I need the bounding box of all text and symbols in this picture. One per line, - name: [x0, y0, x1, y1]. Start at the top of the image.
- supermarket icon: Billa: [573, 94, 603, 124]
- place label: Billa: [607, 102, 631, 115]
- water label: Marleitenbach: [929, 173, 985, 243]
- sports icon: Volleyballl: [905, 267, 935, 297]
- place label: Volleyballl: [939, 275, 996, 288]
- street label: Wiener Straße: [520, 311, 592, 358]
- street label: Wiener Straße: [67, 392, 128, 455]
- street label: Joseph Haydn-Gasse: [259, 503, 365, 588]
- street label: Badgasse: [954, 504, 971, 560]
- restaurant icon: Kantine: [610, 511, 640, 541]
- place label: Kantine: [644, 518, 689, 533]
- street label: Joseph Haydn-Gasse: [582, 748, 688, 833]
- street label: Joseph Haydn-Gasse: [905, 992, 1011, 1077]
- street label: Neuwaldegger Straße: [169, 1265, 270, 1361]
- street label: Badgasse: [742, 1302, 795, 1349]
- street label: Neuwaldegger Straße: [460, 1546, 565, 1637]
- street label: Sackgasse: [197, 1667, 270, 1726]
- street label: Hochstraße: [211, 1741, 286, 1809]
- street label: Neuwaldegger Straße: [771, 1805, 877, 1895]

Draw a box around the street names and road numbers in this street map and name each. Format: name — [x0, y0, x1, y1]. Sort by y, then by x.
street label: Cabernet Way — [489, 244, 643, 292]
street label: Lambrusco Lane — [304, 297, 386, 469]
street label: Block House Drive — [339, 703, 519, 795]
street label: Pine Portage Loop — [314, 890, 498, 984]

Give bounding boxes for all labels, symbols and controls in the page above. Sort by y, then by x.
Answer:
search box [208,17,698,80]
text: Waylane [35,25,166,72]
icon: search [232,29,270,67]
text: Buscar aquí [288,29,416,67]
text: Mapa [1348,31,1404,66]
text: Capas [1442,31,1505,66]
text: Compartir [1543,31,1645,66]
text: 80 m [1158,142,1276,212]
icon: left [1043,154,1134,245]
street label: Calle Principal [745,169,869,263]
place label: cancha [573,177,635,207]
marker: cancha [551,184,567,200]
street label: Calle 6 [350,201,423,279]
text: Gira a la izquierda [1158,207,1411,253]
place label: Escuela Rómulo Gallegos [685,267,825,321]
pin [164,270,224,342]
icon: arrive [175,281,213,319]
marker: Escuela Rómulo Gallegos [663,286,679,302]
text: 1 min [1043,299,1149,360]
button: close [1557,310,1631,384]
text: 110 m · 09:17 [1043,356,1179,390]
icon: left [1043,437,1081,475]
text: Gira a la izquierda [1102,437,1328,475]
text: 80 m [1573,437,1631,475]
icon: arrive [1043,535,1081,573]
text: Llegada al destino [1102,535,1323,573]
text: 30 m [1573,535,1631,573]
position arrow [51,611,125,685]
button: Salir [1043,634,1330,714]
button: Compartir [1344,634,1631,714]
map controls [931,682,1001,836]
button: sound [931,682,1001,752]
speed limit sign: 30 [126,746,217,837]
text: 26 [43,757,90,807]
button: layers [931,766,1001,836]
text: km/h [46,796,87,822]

• _EXERCISE_:
Retype exactly, please, only the lines of the entries that run from the one containing "Draw a box around" to the last.

• _EXERCISE RESULT_:
Draw a box around the street names and road numbers in this street map and name each. Format: name — [x0, y0, x1, y1]. Sort by y, then by x.
street label: Cabernet Way — [489, 244, 643, 292]
street label: Lambrusco Lane — [304, 297, 386, 469]
street label: Block House Drive — [339, 703, 519, 795]
street label: Pine Portage Loop — [314, 890, 498, 984]

Give bounding boxes for all labels, symbols and controls in the page above. Sort by y, then by x.
Answer:
search box [208,17,698,80]
text: Waylane [35,25,166,72]
icon: search [232,29,270,67]
text: Buscar aquí [288,29,416,67]
text: Mapa [1348,31,1404,66]
text: Capas [1442,31,1505,66]
text: Compartir [1543,31,1645,66]
text: 80 m [1158,142,1276,212]
icon: left [1043,154,1134,245]
street label: Calle Principal [745,169,869,263]
place label: cancha [573,177,635,207]
marker: cancha [551,184,567,200]
street label: Calle 6 [350,201,423,279]
text: Gira a la izquierda [1158,207,1411,253]
place label: Escuela Rómulo Gallegos [685,267,825,321]
pin [164,270,224,342]
icon: arrive [175,281,213,319]
marker: Escuela Rómulo Gallegos [663,286,679,302]
text: 1 min [1043,299,1149,360]
button: close [1557,310,1631,384]
text: 110 m · 09:17 [1043,356,1179,390]
icon: left [1043,437,1081,475]
text: Gira a la izquierda [1102,437,1328,475]
text: 80 m [1573,437,1631,475]
icon: arrive [1043,535,1081,573]
text: Llegada al destino [1102,535,1323,573]
text: 30 m [1573,535,1631,573]
position arrow [51,611,125,685]
button: Salir [1043,634,1330,714]
button: Compartir [1344,634,1631,714]
map controls [931,682,1001,836]
button: sound [931,682,1001,752]
speed limit sign: 30 [126,746,217,837]
text: 26 [43,757,90,807]
button: layers [931,766,1001,836]
text: km/h [46,796,87,822]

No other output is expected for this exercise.